Declares which files contain secrets. fermata parses them, extracts values, and redacts every occurrence in tool output.

```toml
[files]
patterns = [".env", ".env.*", "secrets.*"]

[keys]
include = ["STRIPE_*", "MY_APP_SIGNING_*"]

[heuristic]
enabled = true
```

Built-in key patterns (`*_KEY`, `*_SECRET`, `*_PASSWORD`, `*_TOKEN`, `DATABASE_URL`, etc.) handle most projects without custom configuration.

See [docs/configuration.md](docs/configuration.md) for the full reference.

## Commands

```bash
# Check if a path is allowed
fermata check --op read /path/to/.env     # exit 1 = blocked
fermata check --op write src/main.rs       # exit 0 = allowed

# Run as a hook (reads harness JSON from stdin)
fermata hook --harness claude
fermata hook --harness claude --event post-tool-use
```

See [docs/commands.md](docs/commands.md) for the full CLI reference.

## Library API

fermata is also a Rust library:

```rust
use dirigent_fermata::core::secrets::{Manifest, Redactor, Scanner, SecretsConfig};

// Load .botsecrets and build the redaction manifest
let config = SecretsConfig::load("/path/to/project")?;
let manifest = Manifest::discover(&config)?;

// Known-value redaction (Aho-Corasick, sub-millisecond)
let redactor = Redactor::from_manifest(&manifest);
let clean = redactor.redact("DB_PASSWORD=hunter2");
// -> "DB_PASSWORD=*****"

// Heuristic scanning (regex patterns)
let scanner = Scanner::new(&config);
let findings = scanner.scan("Found key: AKIA1234567890ABCDEF");
// -> [Finding { pattern: "AWS Access Key", confidence: High, .. }]
```

## Security Model

fermata addresses a novel security concern: **reveal** -- whether secret *values* enter the LLM context. Traditional file-level access control operates on file identity (which file). Secret redaction operates on data content (which values). The reveal problem can only be solved at the data-content level.

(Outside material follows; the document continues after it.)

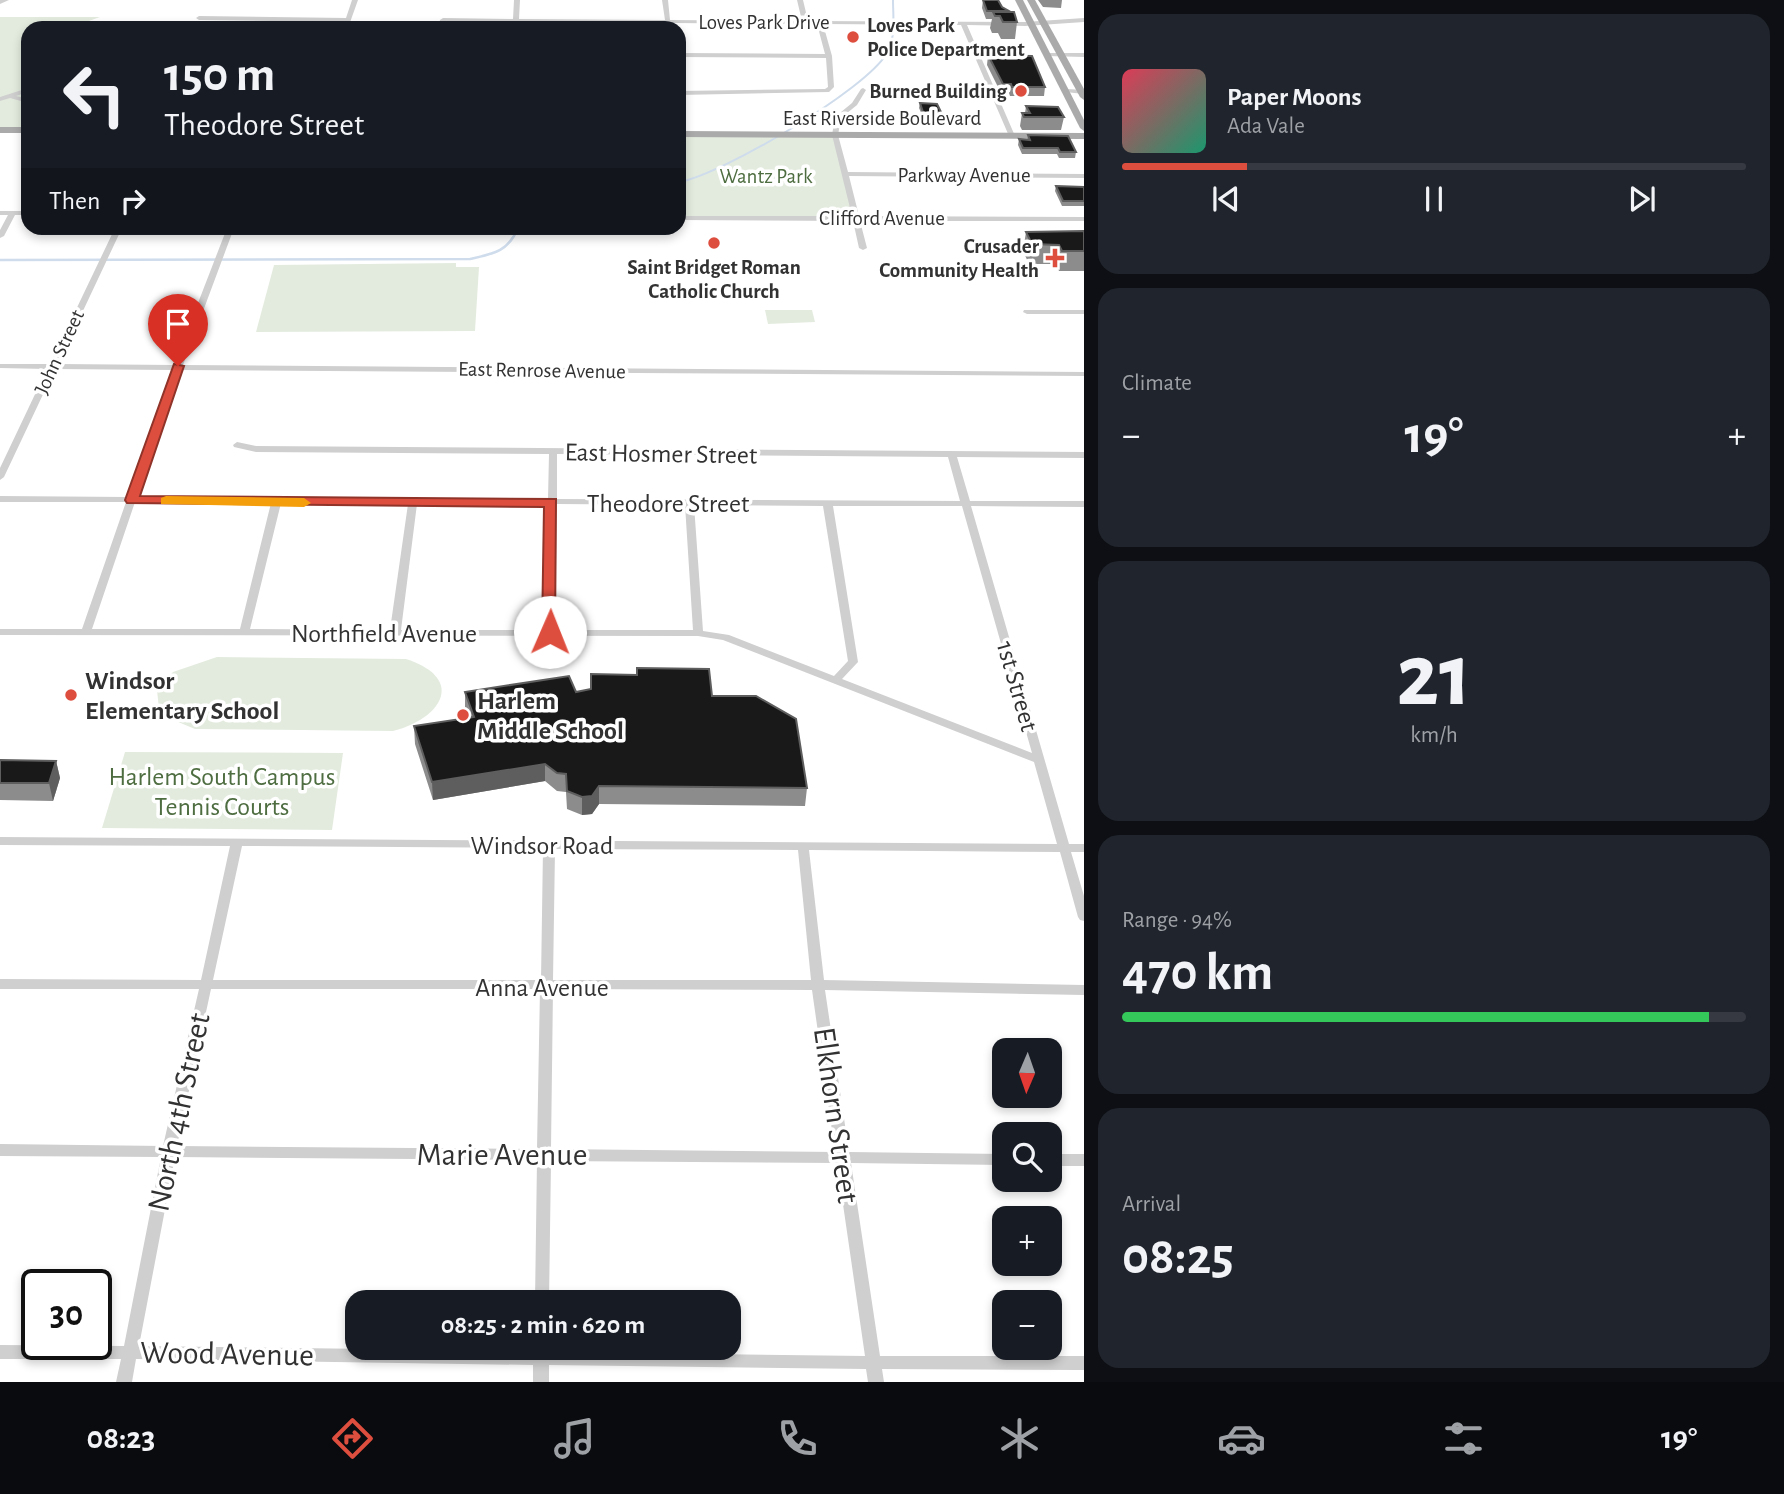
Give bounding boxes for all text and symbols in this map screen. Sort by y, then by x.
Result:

Read [docs/security-model.md](docs/security-model.md) for the full analysis, including the Reveal Triangle and defense-in-depth architecture.

## Threat Model

fermata is a heuristic guard, not a sandbox. It defends against statistical agent behavior and prompt-driven mistakes -- not a deliberate adversary. This is a strength: the threat model is well-defined, and the boundaries are documented honestly.

Read [docs/threat-model.md](docs/threat-model.md) for what fermata catches, what it doesn't, and what to combine it with.

## Harness Support

| Harness | Status | Mechanism |
|---------|--------|-----------|
| Claude Code | Shipped | PreToolUse + PostToolUse hooks |
| Codex CLI | Planned | Pre-exec hook adapter |
| Gemini CLI | Planned | MCP server mode |
| Any MCP agent | Planned | MCP proxy wrapping existing servers |

The policy engine and redaction logic are identical across all modes. Only the I/O adapter changes.

## Status

v0.2 -- policy gate and secret filtering engine are production-ready. All core components are implemented and tested:

- `.botignore` walker with gitignore semantics
- `botignore.toml` with read/write/bash namespaces
- Claude Code PreToolUse and PostToolUse adapters
- `.botsecrets` config, manifest discovery, multi-format parser (.env, TOML, YAML, JSON)
- Aho-Corasick known-value redactor
- Heuristic scanner with gitleaks-derived patterns

## The `.botsecrets` Vision

`.botsecrets` is designed to be the **`.gitignore` of AI agent security**: a simple, declarative, human-readable file that every project can drop in to protect its secrets from AI agents.

The format is harness-agnostic from day one. It declares *what* to protect, not *how*. The same `.botsecrets` works with Claude Code, Codex, Gemini, and any future harness that supports tool lifecycle hooks.

## License

Licensed under either of [Apache License, Version 2.0](LICENSE-APACHE) or [MIT License](LICENSE-MIT) at your option.